Dr Samuel Johnson described him as "a vile Whig" however his friend James Boswell was less condemning, saying "few people were but mixed character, like a candle: half wax, half tallow- but Sir Adam Fergusson was all wax, with a pure taper, whom you may light and set upon any lady’s table". Robert Burns who knew Fergusson through his Ayr connections, called him "the oath-detesting, chaste, Kilkerran". Boswell described him as "his excellent friend".

==Life==

He was born in Ayrshire on 7 May 1733, the oldest surviving son of Lady Jean Maitland, daughter of Viscount Maitland, and Sir James Fergusson, 2nd Baronet. His younger brother was George Fergusson.

He attended Maybole School before studying law at the University of Edinburgh, qualifying as an advocate in 1755. He then spent a year in Brussels doing further legal studies before undertaking a Grand Tour of Europe as was the fashion of the day, 1757-58.

In 1759, his father died and he inherited his estates and baronetcy. At this point, he and his friend George Dempster of Dunnichen both decided to go into politics. Fergusson stood for the Ayr Burghs against Patrick Craufurd. His youth (26 years old) did not stand him in good stead, and he was forced to withdraw 10 days before the election, much to his embarrassment. This experience jaded him against politics for a few years.

As an advocate he won fame in pursuing the young Countess of Sutherland’s claims to the peerage. In 1774 he re-entered politics with a somewhat ironic slogan of being "a champion of the county against aristocratic influence" (referring to more senior members of the aristocracy rather than himself). In this venture he was backed by the Lord President, Robert Dundas and his brother Henry. They provided a fall-back position of standing for the Linlithgow Burghs should he not win Ayrshire but this proved unnecessary as he won the Ayrshire seat.
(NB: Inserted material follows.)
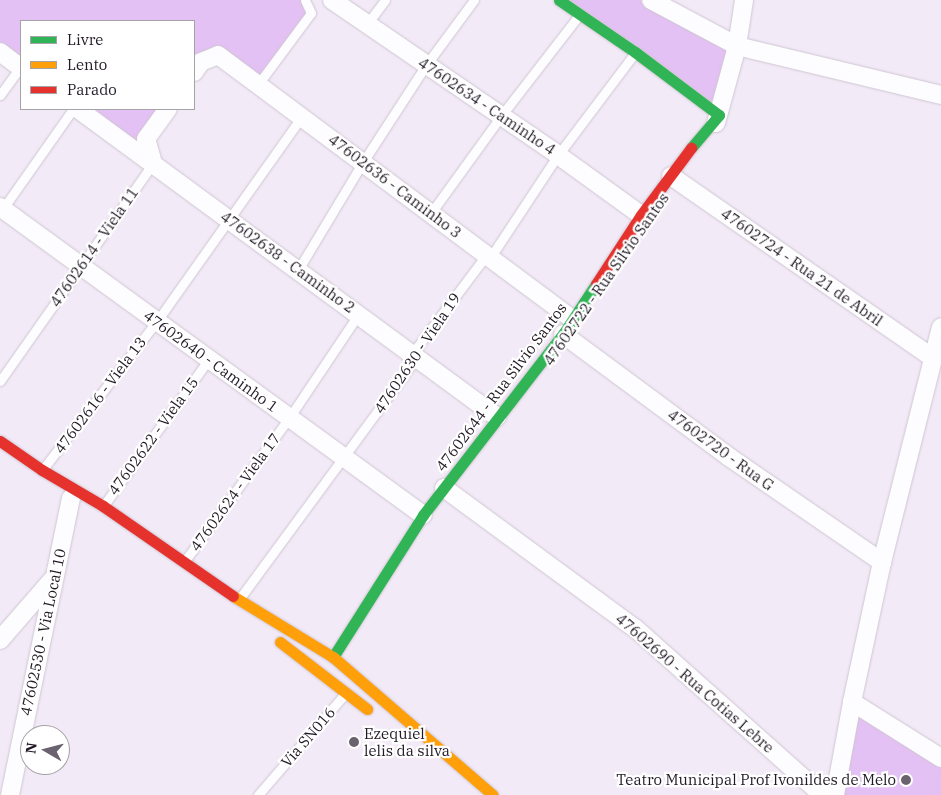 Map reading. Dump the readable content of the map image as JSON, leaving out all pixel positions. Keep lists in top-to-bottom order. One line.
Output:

His first recorded speech in Parliament was on 26 October 1775 when he spoke out advocating strong measures be taken against the United States of America. On 24 November 1775, he seemed to sway in the other direction, insisting that the government consult parliament before sending Hanoverian troops to either Gibraltar or Menorca. His interests focussed upon topics such as the Scottish Militia and subjects such as the bill to curtail adultery in 1779. In 1779 he also spoke against Henry Cavendish in his proposal to remove troops from America to concentrate on the wars with France.

He was re-elected on petition for Ayrshire in 1781, winning against the peers’ choice of Hugh Montgomerie. In this second session he was more trusted and selected for a secret committee to investigate the cause of the wars in the Carnatic region of southern India. In July he was given an important place on the Board of Trade. He was a strong but silent supporter of Lord North. In further years he spoke against the turnpike taxes in their impact upon Scotland, and the curious bills prohibiting the growth of tobacco in Britain, and taxing soap. He later supported Pitt, but criticised delays in the passing of the Mutiny Bill. In 1796 he voted in Parliament against the abolition of the slave trade.

Fergusson was a partner of the disastrous bank Douglas, Heron & Company.

In 1783 he was a founding member of the Royal Society of Edinburgh and in 1786 founded the British Fishery Society.

At the next election in August 1784, by agreement with Dundas and others, he stood down in Ayrshire to allow Hugh Montgomerie success, and instead was offered James Hunter Blair’s seat in Edinburgh. However, he received no office in this new role. He voted for Parliamentary Reform in 1785. His period as an Edinburgh MP was relatively silent.

In 1790 he returned as an MP for Ayrshire. In 1791, Pitt suggested him as Surveyor of Crown Lands to the King but this was not accepted. His health was failing and he spoke little. He did not seek re-election in 1796.

In 1796 he unsuccessfully claimed the title of Earl of Glencairn (through his mother’s lineage). He spent his final years as an advocate.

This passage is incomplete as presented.